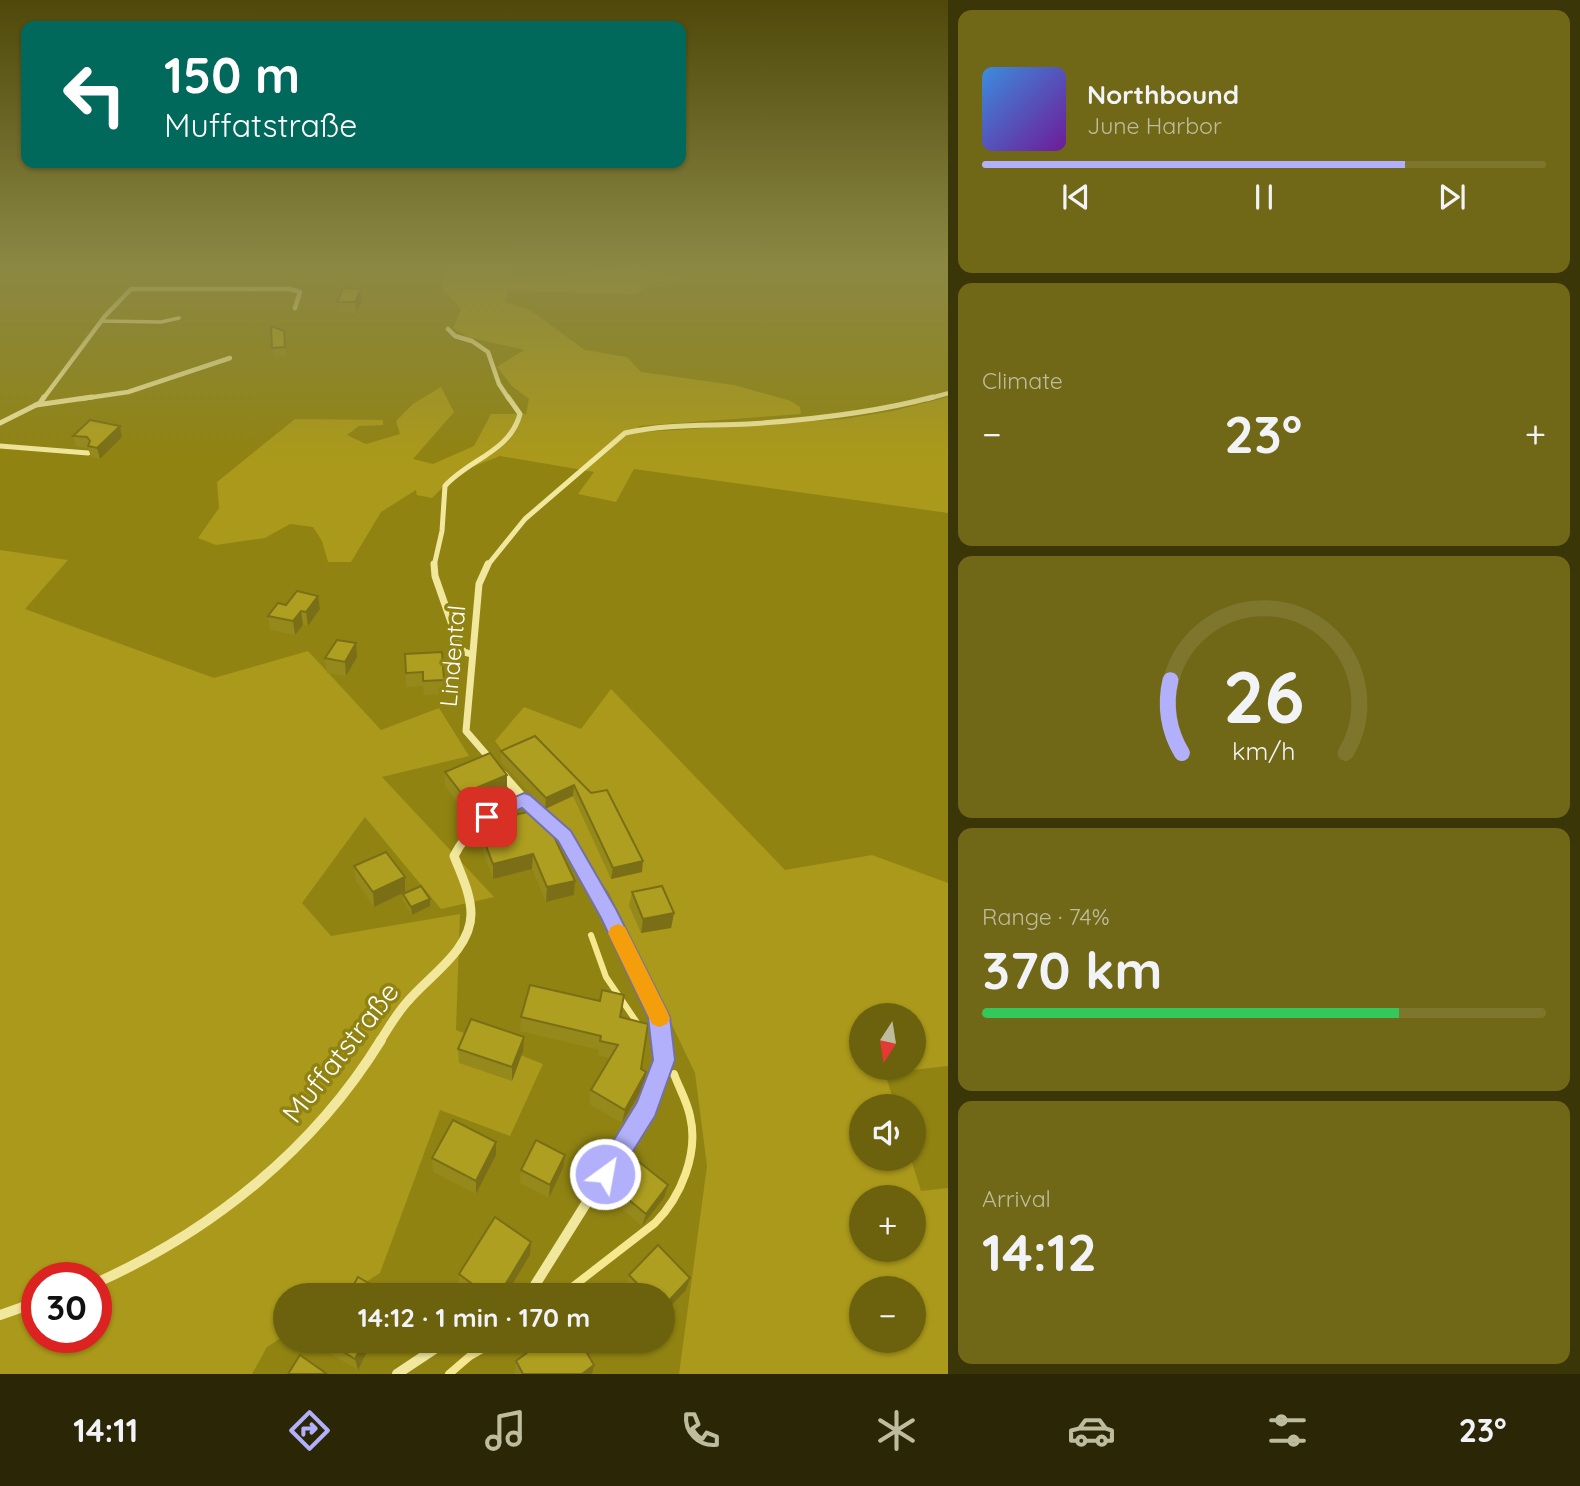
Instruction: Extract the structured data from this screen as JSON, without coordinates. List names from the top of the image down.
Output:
{
  "streets": {
    "street": ["Lindental", "Muffatstraße"]
  },
  "crossings": [
    ["Lindental", "Muffatstraße"]
  ],
  "north": "bottom",
  "page": {
    "turn": ["150 m", "Muffatstraße"],
    "song": ["Northbound", "June Harbor"],
    "tile": [
      "Climate",
      ["Range · 74%", "370 km"],
      ["Arrival", "14:12"]
    ],
    "heat": ["−", "23°", "+"],
    "map_buttons": ["+", "−"],
    "limit": "30",
    "trip": "14:12 · 1 min · 170 m",
    "tabs": ["14:11", "23°"],
    "gauge": ["26", "km/h"]
  }
}
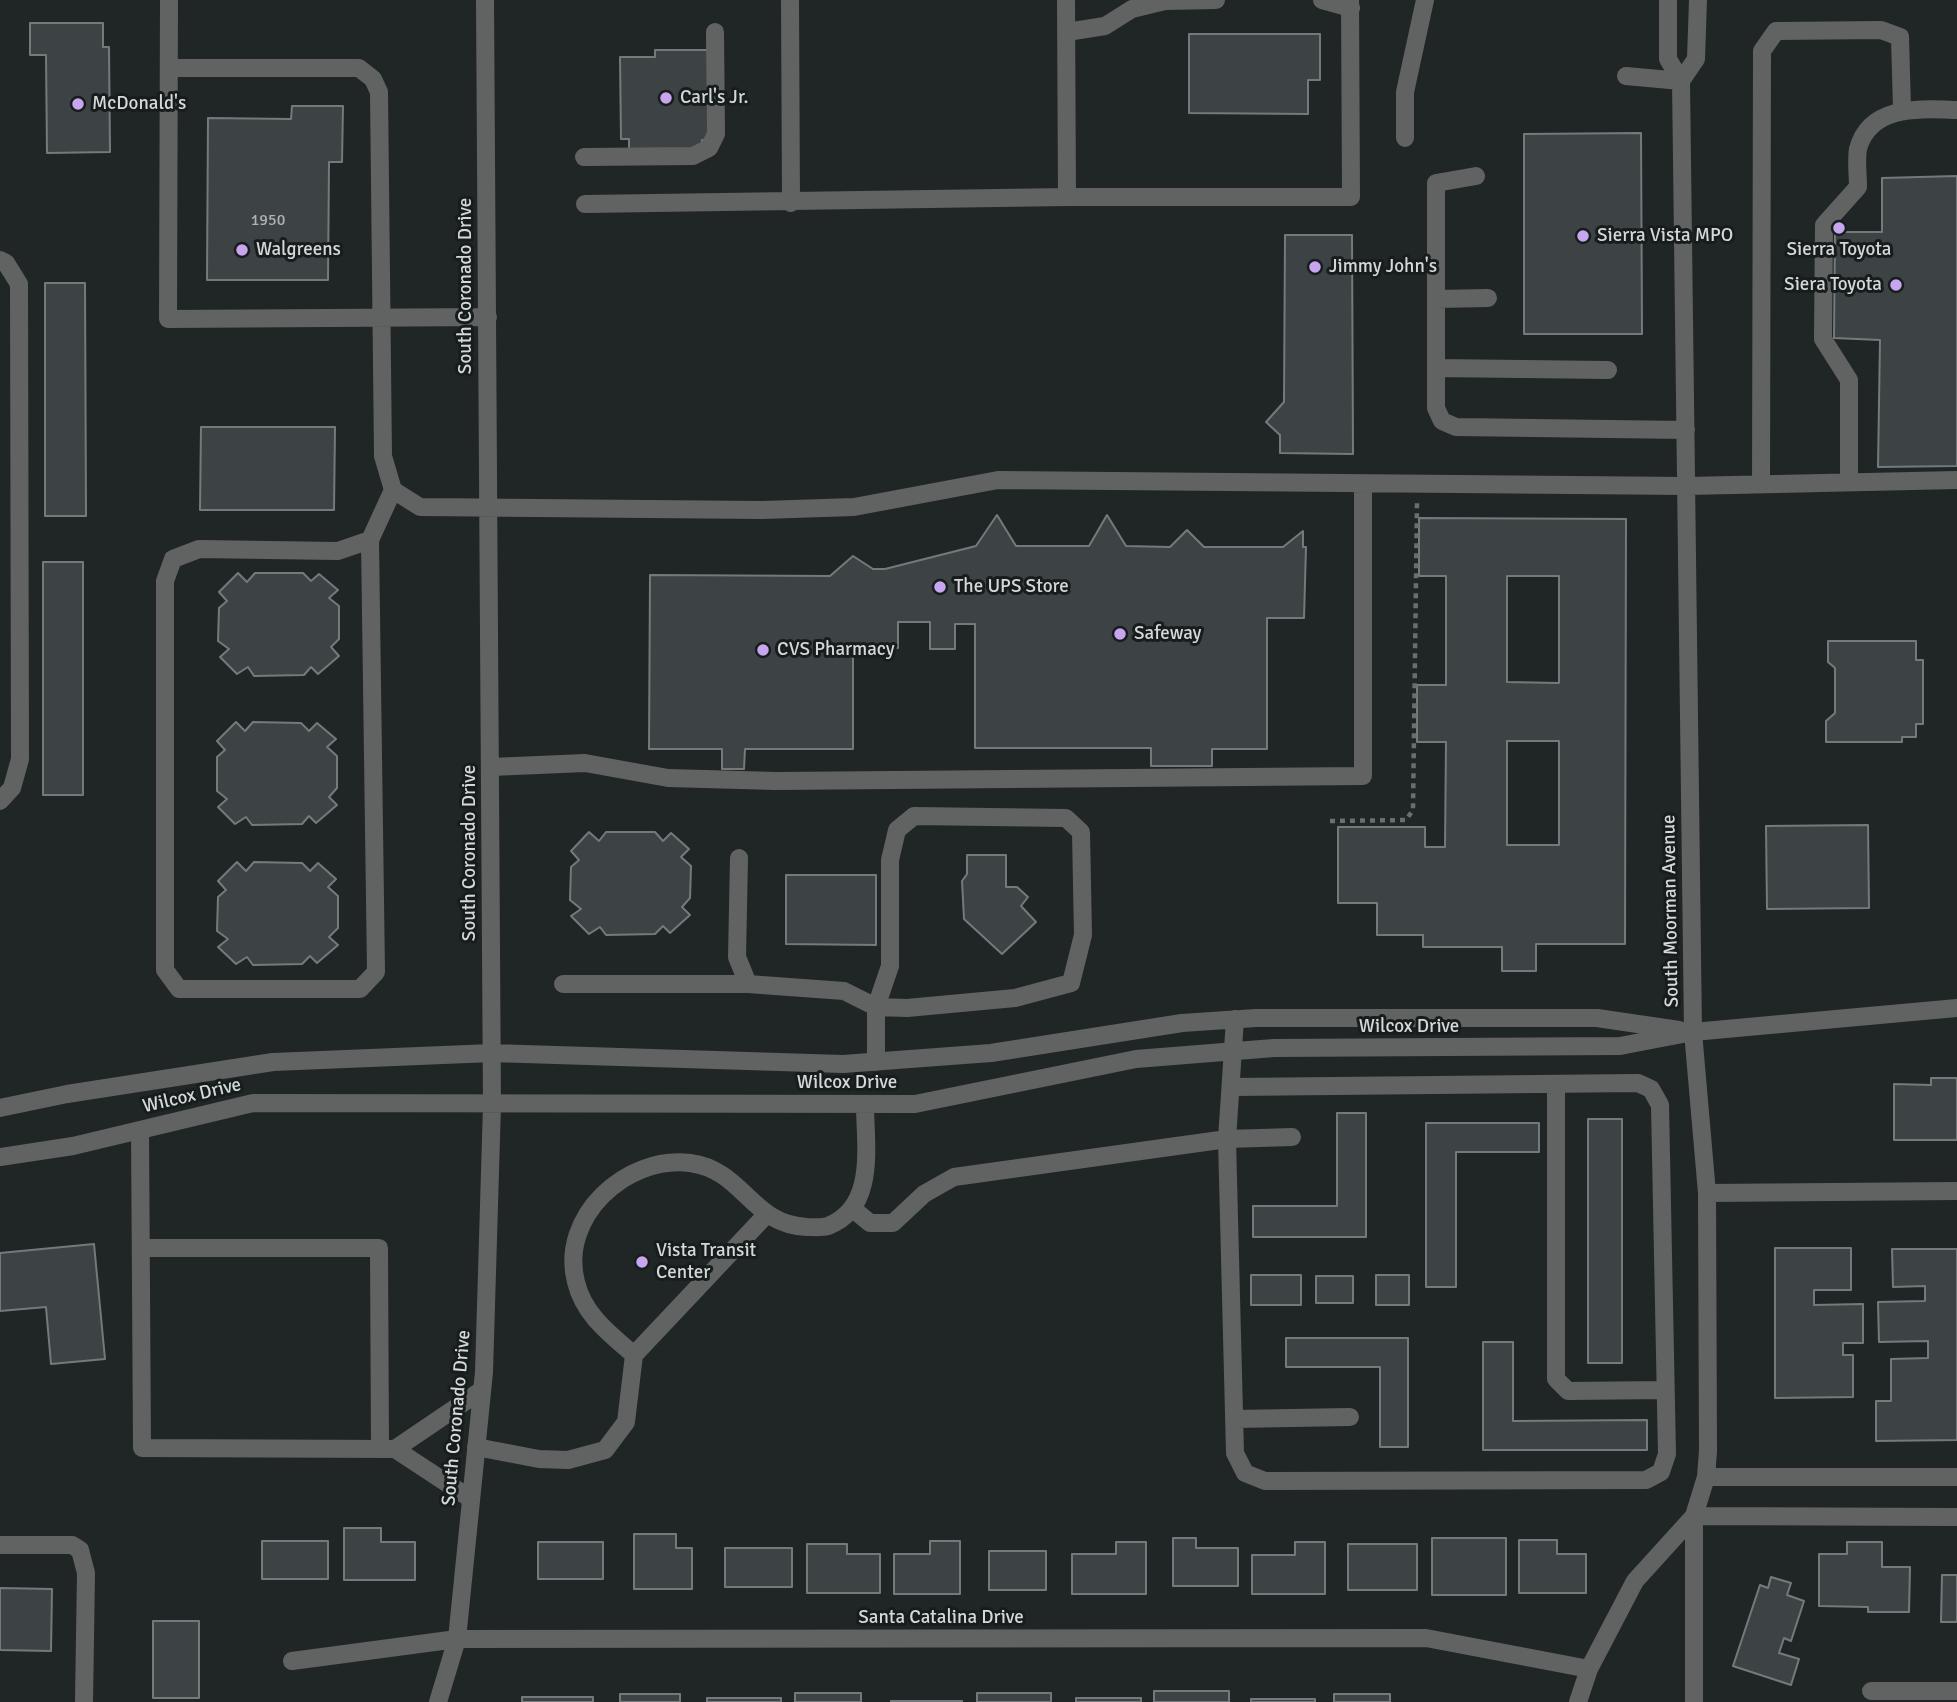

**Work instructions**
Images must not appear; print each record precisely as it reads.

**Answer to this exercise**
Instruction: Extract the structured data from this screen as JSON, without coordinates. List names from the top of the image down.
Output:
{
  "streets": {
    "street": ["Lindental", "Muffatstraße"]
  },
  "crossings": [
    ["Lindental", "Muffatstraße"]
  ],
  "north": "bottom",
  "page": {
    "turn": ["150 m", "Muffatstraße"],
    "song": ["Northbound", "June Harbor"],
    "tile": [
      "Climate",
      ["Range · 74%", "370 km"],
      ["Arrival", "14:12"]
    ],
    "heat": ["−", "23°", "+"],
    "map_buttons": ["+", "−"],
    "limit": "30",
    "trip": "14:12 · 1 min · 170 m",
    "tabs": ["14:11", "23°"],
    "gauge": ["26", "km/h"]
  }
}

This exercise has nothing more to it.